■ Work instructions:
Going through the data below, tally every line where the string "stream" occurs, then give only the tally.

[Collected data entries]

[Start of Attachment]

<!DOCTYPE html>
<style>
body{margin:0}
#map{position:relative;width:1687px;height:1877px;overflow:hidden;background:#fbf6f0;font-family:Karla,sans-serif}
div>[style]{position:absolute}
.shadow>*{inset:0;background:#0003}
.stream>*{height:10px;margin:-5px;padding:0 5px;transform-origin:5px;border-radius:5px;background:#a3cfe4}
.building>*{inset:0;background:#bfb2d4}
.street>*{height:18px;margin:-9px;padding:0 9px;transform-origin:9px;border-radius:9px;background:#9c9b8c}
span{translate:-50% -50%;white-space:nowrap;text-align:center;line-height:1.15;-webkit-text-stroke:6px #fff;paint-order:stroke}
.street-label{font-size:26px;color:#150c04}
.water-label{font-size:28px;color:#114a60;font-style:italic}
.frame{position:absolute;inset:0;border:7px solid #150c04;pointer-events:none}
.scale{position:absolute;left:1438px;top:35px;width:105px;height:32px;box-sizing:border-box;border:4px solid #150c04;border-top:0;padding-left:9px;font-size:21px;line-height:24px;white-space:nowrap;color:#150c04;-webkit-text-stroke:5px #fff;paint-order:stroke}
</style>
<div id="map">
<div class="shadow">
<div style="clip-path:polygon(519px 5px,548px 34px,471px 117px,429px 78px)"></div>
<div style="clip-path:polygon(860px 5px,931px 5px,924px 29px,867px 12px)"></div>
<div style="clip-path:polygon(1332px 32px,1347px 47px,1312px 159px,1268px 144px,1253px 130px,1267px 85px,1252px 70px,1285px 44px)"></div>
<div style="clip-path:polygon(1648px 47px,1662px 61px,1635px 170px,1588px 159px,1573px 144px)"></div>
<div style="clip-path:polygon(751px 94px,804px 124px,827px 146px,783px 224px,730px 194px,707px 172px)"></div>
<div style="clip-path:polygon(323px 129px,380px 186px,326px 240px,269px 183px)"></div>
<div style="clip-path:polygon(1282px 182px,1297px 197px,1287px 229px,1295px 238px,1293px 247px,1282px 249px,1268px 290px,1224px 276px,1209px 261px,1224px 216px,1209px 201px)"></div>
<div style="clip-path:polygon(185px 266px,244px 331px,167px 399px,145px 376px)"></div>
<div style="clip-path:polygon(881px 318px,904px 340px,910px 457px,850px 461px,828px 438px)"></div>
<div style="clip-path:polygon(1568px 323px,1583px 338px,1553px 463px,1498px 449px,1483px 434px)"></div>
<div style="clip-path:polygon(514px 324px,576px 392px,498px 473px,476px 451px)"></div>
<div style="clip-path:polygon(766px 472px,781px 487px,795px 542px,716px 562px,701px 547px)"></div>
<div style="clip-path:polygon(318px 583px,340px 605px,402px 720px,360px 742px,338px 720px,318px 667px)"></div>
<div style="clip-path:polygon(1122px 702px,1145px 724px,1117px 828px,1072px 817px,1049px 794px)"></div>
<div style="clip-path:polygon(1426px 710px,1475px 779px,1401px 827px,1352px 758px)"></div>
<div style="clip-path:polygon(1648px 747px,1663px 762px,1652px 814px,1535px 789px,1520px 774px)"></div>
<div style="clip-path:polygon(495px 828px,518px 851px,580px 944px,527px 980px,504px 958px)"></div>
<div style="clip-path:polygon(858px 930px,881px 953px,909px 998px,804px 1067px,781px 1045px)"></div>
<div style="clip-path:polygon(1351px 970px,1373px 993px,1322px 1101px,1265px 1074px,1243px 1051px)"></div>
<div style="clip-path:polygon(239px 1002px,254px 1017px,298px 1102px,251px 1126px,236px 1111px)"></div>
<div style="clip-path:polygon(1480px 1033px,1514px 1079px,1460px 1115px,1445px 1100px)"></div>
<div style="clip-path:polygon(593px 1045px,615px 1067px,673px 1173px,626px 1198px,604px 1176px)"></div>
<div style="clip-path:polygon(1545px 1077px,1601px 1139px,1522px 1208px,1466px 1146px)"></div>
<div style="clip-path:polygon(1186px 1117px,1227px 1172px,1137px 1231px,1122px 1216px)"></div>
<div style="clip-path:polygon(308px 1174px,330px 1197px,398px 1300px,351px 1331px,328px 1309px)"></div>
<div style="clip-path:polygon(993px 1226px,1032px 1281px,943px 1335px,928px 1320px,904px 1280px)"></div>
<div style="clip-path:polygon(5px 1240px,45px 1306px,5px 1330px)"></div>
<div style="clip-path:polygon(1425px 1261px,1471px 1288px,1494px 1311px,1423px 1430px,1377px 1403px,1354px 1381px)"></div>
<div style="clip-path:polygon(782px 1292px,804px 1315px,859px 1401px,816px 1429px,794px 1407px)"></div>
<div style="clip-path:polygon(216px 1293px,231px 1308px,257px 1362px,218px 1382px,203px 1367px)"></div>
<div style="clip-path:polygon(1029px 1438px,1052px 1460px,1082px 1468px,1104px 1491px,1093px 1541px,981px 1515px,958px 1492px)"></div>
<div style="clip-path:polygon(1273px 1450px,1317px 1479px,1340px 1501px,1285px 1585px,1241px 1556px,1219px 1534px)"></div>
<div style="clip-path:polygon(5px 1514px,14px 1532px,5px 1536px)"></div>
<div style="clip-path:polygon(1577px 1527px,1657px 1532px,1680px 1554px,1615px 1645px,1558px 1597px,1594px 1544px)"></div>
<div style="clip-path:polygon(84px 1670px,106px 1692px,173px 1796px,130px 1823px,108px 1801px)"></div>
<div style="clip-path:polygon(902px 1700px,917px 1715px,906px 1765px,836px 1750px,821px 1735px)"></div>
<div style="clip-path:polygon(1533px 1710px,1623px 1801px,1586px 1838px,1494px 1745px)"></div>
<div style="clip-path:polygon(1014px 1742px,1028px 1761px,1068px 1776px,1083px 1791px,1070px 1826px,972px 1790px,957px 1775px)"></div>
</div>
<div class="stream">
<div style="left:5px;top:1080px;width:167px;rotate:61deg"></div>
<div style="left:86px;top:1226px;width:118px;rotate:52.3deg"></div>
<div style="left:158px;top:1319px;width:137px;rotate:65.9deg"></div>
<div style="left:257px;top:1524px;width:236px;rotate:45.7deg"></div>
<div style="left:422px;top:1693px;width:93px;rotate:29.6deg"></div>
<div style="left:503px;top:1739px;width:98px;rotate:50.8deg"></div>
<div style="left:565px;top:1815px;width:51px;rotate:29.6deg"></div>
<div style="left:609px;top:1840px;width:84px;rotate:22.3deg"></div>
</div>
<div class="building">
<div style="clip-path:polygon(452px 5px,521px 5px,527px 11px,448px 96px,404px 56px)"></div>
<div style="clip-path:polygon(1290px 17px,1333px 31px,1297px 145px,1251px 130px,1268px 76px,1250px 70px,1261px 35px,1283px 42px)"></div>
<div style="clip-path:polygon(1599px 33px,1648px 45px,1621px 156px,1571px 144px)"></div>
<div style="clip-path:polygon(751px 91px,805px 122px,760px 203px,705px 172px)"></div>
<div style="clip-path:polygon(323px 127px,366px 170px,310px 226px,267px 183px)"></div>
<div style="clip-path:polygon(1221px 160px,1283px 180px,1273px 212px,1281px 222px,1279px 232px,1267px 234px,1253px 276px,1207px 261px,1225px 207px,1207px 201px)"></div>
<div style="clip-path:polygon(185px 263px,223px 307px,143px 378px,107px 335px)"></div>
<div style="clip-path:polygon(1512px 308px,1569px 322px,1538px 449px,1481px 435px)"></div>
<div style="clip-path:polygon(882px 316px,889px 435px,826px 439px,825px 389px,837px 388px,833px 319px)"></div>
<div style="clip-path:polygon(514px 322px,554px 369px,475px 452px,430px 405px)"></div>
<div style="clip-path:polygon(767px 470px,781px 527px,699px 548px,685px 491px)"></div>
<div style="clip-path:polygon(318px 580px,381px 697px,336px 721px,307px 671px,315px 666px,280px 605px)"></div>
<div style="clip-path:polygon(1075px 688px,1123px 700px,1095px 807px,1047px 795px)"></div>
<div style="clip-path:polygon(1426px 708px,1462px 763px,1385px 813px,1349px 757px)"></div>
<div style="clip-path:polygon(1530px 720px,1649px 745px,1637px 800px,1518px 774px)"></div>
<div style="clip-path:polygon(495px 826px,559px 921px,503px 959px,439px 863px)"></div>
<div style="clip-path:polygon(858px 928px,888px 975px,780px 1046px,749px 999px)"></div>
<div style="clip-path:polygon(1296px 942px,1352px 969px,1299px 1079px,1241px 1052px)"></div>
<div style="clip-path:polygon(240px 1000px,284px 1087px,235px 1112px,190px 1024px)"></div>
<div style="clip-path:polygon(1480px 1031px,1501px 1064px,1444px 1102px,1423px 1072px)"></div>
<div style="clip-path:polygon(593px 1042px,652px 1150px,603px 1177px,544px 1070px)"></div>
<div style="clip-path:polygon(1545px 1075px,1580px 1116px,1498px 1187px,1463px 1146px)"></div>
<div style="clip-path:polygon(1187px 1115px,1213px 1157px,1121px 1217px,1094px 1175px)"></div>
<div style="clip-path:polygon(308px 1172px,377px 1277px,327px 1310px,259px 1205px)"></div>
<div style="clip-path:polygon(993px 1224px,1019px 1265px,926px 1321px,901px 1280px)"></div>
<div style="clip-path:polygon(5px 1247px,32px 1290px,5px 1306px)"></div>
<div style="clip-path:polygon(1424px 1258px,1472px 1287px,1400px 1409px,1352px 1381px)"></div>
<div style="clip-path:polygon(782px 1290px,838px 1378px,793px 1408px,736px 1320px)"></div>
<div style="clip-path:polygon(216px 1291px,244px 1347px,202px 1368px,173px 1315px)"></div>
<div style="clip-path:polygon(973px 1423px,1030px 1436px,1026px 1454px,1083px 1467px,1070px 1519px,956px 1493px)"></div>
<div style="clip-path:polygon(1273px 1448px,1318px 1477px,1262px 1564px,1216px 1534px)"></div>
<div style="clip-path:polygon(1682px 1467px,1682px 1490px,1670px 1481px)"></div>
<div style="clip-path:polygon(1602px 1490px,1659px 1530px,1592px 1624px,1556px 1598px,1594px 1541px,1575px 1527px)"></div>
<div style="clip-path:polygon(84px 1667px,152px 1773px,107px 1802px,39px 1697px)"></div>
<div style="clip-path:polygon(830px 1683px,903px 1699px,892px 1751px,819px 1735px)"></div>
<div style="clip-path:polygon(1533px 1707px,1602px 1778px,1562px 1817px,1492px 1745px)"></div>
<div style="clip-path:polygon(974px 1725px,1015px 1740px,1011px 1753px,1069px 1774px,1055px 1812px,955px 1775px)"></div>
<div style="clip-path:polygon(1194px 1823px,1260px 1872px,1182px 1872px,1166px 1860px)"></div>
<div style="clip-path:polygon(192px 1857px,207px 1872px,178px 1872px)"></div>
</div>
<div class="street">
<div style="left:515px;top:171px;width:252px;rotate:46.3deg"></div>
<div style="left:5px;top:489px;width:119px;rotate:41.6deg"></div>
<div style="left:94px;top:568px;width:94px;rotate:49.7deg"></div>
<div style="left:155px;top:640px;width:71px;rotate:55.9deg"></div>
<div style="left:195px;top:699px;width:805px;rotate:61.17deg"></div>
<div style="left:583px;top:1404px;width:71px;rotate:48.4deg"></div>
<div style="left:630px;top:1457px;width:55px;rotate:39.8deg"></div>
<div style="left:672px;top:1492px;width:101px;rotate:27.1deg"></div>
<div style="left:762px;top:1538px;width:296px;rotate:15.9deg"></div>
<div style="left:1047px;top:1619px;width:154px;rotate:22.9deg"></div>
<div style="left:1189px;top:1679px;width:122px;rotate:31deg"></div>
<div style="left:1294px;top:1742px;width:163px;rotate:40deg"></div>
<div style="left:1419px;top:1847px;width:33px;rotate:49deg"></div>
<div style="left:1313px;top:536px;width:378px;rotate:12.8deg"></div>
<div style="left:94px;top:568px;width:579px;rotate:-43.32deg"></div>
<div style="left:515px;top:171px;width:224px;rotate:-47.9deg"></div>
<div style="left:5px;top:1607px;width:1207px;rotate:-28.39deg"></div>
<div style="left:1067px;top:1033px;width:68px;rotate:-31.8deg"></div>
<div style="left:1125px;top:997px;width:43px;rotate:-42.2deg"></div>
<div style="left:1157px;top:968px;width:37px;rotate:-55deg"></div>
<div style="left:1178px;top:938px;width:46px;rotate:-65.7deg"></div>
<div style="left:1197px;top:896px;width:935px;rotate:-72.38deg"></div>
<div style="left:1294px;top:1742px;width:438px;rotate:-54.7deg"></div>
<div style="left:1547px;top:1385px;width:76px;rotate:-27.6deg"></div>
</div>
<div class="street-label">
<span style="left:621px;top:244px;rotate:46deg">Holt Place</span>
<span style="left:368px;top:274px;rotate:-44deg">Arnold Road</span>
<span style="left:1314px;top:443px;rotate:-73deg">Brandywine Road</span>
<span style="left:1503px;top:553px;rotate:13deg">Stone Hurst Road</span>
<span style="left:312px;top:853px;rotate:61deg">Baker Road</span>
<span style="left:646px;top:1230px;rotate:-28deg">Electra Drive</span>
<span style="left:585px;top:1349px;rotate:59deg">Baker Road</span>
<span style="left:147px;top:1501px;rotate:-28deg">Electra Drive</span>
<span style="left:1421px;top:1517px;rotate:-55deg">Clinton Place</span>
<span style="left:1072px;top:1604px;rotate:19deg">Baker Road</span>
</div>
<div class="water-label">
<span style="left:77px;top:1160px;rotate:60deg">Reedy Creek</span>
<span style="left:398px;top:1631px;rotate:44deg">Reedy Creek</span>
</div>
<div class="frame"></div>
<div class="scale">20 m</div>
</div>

[End of Attachment]

■ Exercise solution:
2